── Data to use

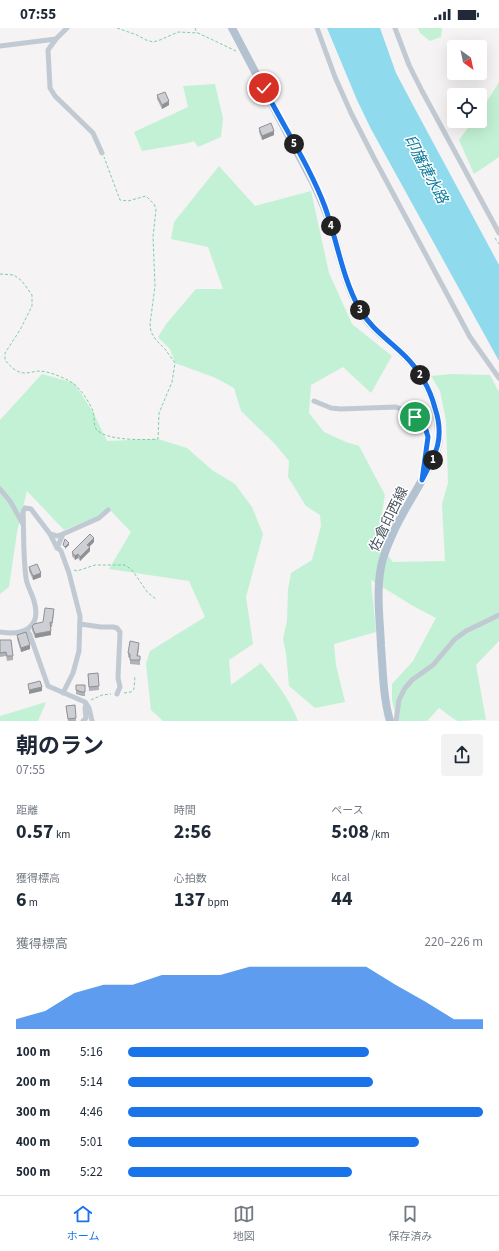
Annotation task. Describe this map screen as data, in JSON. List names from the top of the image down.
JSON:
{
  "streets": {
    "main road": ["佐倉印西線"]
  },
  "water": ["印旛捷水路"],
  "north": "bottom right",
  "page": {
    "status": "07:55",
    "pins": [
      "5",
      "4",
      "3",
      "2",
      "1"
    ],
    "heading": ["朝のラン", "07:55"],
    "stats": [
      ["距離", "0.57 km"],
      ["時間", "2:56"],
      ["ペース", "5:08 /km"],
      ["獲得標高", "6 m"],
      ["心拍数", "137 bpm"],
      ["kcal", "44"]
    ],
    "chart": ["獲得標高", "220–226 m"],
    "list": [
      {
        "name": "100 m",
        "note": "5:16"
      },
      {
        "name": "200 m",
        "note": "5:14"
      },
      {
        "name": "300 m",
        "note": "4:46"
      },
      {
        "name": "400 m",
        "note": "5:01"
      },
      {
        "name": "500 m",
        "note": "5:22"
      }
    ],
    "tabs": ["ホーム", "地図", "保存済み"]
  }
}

────

Task statement »
Could you return the entire listing above verbatim while dropping each picture?

Task output »
Annotation task. Describe this map screen as data, in JSON. List names from the top of the image down.
JSON:
{
  "streets": {
    "main road": ["佐倉印西線"]
  },
  "water": ["印旛捷水路"],
  "north": "bottom right",
  "page": {
    "status": "07:55",
    "pins": [
      "5",
      "4",
      "3",
      "2",
      "1"
    ],
    "heading": ["朝のラン", "07:55"],
    "stats": [
      ["距離", "0.57 km"],
      ["時間", "2:56"],
      ["ペース", "5:08 /km"],
      ["獲得標高", "6 m"],
      ["心拍数", "137 bpm"],
      ["kcal", "44"]
    ],
    "chart": ["獲得標高", "220–226 m"],
    "list": [
      {
        "name": "100 m",
        "note": "5:16"
      },
      {
        "name": "200 m",
        "note": "5:14"
      },
      {
        "name": "300 m",
        "note": "4:46"
      },
      {
        "name": "400 m",
        "note": "5:01"
      },
      {
        "name": "500 m",
        "note": "5:22"
      }
    ],
    "tabs": ["ホーム", "地図", "保存済み"]
  }
}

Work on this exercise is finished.